De aquellos que escribiendo, haciendo películas, etc. tratan sobre la violencia se dice a menudo que, personalmente, son “mansos”, “bondadosos”, “no podrían matar ni a una mosca”... Patricia Highsmith “personalmente”, como si le hubiesen preguntado sobre ello demasiadas veces pero sin embargo nunca con seriedad, se apresura, sin que le pregunten, a aclarar que jamás le deseó la muerte a nadie.

Que en sus libros casi siempre muera alguien es, según ella, “una costumbre” que tiene... Ella nació en Texas. Su madre dejó a su padre poco después del parto y se mudó con otro hombre, que dibujaba publicidades para lavaderos, empresas transportistas, etc., en las guías telefónicas de ramos comerciales. Patricia Highsmith odiaba a este padrastro. Por un tiempo vivió con su abuela en Texas; luego se fue a lo de su madre en Nueva York. Como tenía acento de los estados del sur, allí hablaba casi exclusivamente con chicos negros.
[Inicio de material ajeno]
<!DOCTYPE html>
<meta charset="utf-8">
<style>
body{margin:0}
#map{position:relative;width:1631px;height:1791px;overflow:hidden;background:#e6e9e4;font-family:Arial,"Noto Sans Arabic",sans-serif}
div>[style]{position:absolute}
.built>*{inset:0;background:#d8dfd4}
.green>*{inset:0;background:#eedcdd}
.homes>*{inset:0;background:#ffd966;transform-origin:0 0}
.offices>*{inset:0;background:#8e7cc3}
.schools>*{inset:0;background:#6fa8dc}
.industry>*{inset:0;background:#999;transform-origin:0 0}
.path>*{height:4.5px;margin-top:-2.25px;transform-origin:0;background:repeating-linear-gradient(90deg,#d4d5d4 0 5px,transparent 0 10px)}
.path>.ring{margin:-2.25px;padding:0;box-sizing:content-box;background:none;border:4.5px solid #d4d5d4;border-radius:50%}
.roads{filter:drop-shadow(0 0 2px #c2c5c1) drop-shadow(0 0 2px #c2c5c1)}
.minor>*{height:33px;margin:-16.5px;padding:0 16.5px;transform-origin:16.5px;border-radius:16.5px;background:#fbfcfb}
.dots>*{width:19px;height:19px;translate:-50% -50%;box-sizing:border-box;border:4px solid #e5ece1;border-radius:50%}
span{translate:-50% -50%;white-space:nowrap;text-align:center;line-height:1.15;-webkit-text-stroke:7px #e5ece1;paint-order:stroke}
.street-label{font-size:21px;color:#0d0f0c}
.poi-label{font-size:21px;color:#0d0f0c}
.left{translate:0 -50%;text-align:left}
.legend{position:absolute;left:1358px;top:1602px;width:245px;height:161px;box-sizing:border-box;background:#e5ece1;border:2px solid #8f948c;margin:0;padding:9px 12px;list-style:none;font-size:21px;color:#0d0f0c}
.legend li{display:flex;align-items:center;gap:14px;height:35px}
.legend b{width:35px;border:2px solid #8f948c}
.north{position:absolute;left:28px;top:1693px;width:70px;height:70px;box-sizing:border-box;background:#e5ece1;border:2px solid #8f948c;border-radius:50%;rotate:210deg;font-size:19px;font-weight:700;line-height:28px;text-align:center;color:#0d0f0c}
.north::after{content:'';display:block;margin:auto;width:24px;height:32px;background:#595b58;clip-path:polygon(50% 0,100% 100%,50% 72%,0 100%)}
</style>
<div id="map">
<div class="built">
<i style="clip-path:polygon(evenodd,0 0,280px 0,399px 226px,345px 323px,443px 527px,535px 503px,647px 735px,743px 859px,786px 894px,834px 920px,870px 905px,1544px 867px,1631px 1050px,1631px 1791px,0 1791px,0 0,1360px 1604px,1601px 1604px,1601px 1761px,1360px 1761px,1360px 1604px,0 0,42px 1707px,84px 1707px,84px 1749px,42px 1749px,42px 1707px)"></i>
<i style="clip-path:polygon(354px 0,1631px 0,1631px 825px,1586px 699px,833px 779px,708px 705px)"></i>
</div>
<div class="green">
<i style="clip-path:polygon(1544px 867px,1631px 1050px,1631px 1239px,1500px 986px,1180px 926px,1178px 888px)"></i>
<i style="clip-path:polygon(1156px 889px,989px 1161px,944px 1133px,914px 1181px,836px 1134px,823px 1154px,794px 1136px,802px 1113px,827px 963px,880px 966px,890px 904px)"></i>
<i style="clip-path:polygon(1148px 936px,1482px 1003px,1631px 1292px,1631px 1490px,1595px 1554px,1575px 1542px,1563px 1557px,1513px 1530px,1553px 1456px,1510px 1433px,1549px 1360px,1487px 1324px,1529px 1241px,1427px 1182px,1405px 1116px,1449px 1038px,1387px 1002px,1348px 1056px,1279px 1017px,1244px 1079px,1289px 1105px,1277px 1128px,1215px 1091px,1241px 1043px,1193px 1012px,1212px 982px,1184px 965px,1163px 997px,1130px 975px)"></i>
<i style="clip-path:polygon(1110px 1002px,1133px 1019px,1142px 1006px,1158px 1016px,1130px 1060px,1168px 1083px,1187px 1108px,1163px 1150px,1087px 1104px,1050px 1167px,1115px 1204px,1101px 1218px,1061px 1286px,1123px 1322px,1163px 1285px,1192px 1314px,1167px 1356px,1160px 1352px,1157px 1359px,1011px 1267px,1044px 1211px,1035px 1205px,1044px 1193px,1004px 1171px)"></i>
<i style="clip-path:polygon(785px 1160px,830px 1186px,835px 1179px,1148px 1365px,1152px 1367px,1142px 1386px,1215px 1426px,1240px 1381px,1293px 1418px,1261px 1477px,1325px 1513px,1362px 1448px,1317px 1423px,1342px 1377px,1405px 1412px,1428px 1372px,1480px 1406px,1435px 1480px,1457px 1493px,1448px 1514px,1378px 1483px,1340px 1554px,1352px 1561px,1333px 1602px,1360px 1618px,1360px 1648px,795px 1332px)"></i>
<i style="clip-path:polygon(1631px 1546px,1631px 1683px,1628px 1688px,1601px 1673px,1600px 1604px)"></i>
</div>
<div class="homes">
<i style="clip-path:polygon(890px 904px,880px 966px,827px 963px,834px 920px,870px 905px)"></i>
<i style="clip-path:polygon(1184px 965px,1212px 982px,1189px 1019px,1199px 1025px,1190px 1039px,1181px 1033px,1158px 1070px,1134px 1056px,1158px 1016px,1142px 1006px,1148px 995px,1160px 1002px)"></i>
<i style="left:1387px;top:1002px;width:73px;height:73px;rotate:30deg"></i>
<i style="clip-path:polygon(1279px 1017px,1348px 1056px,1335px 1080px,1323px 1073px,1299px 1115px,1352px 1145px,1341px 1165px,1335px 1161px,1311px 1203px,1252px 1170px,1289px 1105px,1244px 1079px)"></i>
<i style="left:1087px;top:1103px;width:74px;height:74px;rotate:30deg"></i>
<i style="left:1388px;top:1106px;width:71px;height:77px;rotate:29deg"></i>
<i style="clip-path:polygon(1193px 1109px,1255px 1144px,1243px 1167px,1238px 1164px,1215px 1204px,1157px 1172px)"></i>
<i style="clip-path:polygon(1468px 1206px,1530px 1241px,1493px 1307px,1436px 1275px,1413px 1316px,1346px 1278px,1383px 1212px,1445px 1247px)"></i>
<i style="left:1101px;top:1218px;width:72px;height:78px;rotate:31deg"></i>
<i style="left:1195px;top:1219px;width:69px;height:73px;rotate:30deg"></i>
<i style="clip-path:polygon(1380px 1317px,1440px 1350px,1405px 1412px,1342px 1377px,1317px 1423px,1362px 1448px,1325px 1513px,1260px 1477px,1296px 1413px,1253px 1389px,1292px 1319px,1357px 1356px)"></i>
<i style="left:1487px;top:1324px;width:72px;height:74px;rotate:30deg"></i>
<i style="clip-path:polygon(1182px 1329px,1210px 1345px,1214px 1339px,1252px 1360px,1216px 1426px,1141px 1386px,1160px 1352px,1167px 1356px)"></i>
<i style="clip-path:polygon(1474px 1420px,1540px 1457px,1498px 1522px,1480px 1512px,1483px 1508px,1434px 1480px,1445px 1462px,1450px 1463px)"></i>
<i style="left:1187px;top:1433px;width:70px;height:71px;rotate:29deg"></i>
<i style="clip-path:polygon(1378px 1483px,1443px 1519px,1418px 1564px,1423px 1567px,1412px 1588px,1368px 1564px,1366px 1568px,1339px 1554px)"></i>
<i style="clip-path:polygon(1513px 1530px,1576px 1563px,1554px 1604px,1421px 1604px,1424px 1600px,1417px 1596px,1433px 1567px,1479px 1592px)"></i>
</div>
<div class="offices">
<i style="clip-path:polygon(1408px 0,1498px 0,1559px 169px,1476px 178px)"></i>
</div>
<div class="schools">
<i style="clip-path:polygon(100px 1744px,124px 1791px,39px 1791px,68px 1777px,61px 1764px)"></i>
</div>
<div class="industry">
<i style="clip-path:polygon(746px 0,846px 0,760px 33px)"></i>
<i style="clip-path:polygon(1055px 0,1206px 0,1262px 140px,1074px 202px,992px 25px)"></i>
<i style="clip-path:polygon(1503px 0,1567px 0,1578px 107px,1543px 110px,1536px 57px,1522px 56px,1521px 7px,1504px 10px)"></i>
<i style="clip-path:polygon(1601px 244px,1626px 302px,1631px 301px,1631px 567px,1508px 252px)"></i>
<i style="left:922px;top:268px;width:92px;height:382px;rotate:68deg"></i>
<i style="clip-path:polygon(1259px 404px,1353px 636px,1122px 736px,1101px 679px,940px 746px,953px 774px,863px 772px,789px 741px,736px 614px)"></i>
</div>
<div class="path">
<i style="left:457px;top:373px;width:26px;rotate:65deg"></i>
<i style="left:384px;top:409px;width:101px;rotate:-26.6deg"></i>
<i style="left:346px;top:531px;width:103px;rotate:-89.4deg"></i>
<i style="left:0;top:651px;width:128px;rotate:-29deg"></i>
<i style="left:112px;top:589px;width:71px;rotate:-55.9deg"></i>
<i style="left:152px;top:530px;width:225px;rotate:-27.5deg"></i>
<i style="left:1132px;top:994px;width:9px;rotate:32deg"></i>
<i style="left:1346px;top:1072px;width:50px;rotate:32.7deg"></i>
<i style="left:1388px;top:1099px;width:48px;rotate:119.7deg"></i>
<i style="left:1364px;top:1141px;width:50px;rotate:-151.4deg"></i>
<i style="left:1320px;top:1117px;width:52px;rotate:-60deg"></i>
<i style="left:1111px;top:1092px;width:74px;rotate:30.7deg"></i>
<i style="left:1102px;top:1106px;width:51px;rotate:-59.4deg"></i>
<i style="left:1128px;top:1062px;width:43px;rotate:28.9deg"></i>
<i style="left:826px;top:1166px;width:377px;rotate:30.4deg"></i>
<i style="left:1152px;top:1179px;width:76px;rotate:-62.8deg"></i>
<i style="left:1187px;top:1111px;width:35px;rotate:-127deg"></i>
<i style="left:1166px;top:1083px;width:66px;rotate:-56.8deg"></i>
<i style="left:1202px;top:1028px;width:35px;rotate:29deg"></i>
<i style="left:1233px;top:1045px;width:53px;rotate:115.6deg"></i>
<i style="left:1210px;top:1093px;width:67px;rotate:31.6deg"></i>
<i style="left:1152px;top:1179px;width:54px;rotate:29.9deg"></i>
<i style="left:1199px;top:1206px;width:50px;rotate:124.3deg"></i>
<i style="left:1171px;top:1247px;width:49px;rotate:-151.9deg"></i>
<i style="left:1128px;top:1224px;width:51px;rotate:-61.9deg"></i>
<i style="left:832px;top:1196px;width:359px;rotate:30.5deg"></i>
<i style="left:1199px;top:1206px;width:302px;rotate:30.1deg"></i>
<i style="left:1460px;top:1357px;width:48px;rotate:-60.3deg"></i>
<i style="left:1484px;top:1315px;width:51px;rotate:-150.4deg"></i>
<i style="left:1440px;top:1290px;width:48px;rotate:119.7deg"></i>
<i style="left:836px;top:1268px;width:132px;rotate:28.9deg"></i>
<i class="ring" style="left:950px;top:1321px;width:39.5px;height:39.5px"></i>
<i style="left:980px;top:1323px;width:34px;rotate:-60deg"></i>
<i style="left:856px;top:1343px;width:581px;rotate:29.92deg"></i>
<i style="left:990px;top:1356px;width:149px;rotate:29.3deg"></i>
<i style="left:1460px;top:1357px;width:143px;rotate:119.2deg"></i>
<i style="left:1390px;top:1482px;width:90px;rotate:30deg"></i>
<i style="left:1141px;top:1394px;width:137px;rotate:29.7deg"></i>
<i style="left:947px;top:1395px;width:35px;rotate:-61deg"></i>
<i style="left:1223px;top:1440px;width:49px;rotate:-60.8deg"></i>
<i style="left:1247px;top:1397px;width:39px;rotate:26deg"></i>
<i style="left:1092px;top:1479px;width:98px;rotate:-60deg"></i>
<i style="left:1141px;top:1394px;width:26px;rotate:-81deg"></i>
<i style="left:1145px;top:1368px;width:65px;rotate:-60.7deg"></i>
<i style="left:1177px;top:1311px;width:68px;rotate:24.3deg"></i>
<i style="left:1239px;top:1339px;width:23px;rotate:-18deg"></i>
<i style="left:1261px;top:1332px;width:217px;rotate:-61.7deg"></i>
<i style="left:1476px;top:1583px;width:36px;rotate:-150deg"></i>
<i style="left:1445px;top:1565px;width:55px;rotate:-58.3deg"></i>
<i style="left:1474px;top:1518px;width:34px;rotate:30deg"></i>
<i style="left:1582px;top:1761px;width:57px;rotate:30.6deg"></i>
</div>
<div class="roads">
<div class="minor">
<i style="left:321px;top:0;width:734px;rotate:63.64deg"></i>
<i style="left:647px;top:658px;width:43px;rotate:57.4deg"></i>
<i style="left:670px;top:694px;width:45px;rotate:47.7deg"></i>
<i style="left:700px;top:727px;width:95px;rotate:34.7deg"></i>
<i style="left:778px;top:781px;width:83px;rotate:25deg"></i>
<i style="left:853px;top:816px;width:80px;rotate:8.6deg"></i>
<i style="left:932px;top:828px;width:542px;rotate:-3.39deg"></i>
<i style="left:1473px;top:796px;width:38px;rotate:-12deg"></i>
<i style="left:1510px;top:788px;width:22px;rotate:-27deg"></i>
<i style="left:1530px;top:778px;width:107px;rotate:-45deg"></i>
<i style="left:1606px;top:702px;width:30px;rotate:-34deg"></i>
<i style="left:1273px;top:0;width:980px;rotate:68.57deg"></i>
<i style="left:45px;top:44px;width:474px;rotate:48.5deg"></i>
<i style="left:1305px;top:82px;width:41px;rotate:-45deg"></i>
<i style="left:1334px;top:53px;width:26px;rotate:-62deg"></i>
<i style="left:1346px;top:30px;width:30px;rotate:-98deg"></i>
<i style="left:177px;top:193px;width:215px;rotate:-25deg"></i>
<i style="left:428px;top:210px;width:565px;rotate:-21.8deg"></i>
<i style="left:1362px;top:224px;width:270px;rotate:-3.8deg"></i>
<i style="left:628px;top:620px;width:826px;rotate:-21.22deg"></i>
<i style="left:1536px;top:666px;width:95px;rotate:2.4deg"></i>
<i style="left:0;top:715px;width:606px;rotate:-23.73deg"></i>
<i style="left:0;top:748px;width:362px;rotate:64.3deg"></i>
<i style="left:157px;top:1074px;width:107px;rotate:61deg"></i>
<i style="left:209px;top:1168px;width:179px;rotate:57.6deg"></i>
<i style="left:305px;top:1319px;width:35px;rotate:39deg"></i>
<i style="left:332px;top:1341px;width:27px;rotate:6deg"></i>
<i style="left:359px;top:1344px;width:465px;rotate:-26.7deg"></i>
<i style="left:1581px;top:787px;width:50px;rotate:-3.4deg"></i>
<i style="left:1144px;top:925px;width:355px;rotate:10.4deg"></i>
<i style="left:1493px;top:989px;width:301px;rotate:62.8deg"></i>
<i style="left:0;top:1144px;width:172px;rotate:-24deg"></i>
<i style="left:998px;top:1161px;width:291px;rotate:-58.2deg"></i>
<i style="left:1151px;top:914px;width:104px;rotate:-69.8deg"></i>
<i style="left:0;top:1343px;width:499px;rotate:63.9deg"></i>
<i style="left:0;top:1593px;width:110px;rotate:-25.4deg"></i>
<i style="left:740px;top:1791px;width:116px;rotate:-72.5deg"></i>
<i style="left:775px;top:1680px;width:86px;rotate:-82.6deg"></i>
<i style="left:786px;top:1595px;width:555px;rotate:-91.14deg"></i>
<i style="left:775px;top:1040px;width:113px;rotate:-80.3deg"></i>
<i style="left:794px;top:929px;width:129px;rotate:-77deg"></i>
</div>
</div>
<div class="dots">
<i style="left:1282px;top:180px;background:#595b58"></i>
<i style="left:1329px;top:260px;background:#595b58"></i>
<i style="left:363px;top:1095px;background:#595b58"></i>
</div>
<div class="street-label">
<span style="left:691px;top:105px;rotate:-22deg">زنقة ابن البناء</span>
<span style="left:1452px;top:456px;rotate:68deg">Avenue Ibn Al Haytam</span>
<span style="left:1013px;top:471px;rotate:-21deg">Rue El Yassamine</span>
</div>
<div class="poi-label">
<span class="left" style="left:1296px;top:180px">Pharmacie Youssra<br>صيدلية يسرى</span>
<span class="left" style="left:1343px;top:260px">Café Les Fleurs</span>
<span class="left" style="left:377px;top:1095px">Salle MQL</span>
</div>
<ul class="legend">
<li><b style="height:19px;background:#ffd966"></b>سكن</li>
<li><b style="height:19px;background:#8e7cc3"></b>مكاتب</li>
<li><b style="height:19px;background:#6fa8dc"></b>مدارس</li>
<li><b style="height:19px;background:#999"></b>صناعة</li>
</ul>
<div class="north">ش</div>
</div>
En la high school fue la única chica que participó de un curso de carpintería. Con el primer dinero que ganó (textos para cómics) se mudó de inmediato a un departamento propio. De su madre –aun cuando todos sus libros tratan sobre la naturalidad de lo ilógico– habla un poco incómoda como de una persona “ilógica”. Cuando se da cuenta ella misma de que la situación familiar de su niñez (dos hombres, una mujer “ilógica”) corresponde a la constelación básica de muchas de sus novelas, dice: “En fin, estas historias con los padres son tan aburridas y no se terminan nunca”. Una vez vivió con un hombre, durante un mes. Tampoco a los amigos puede soportarlos más que un par de días; luego vuelve a necesitar la soledad, el quehacer en el jardín, “for day-dreaming”: sin tiempo para soñar despierta está incapacitada para relacionarse en serio con alguien...

También los héroes de sus novelas hablan a menudo de “soñar despierto”: “Tom trabajaba ocasionalmente en el jardín [...] Era una actividad física, durante la que podía soñar despierto” (Ripley Under Ground). “Se fue enseguida a la cama, porque quería yacer en la oscuridad y pensar” (Cuando la flota yacía en el puerto). Y no bien a los héroes se les impiden estas ensoñaciones diurnas de importancia vital, empiezan a resistirse contra la destrucción de sus fantasías. (Y luego nos enteramos de que Patricia Highsmith sí que le deseó la muerte a alguien al menos una vez). Una imagen de ella: en una tarde sombría (en casi todos sus libros figura en algún lugar la frase: “Rápidamente se hizo de noche”), demasiado tiempo demorada, empieza, inclinada en la habitación grande y muy fría de Montcourt, a mover las manos arriba y abajo por su espalda, solo se endereza cuando de tanto en tanto tiene que estornudar, y en una ocasión toma del pescuezo al gato que lloriquea y, como sofocada por la presencia foránea, casi realmente lo aprieta, pero luego coloca al animal con cuidado en otra parte.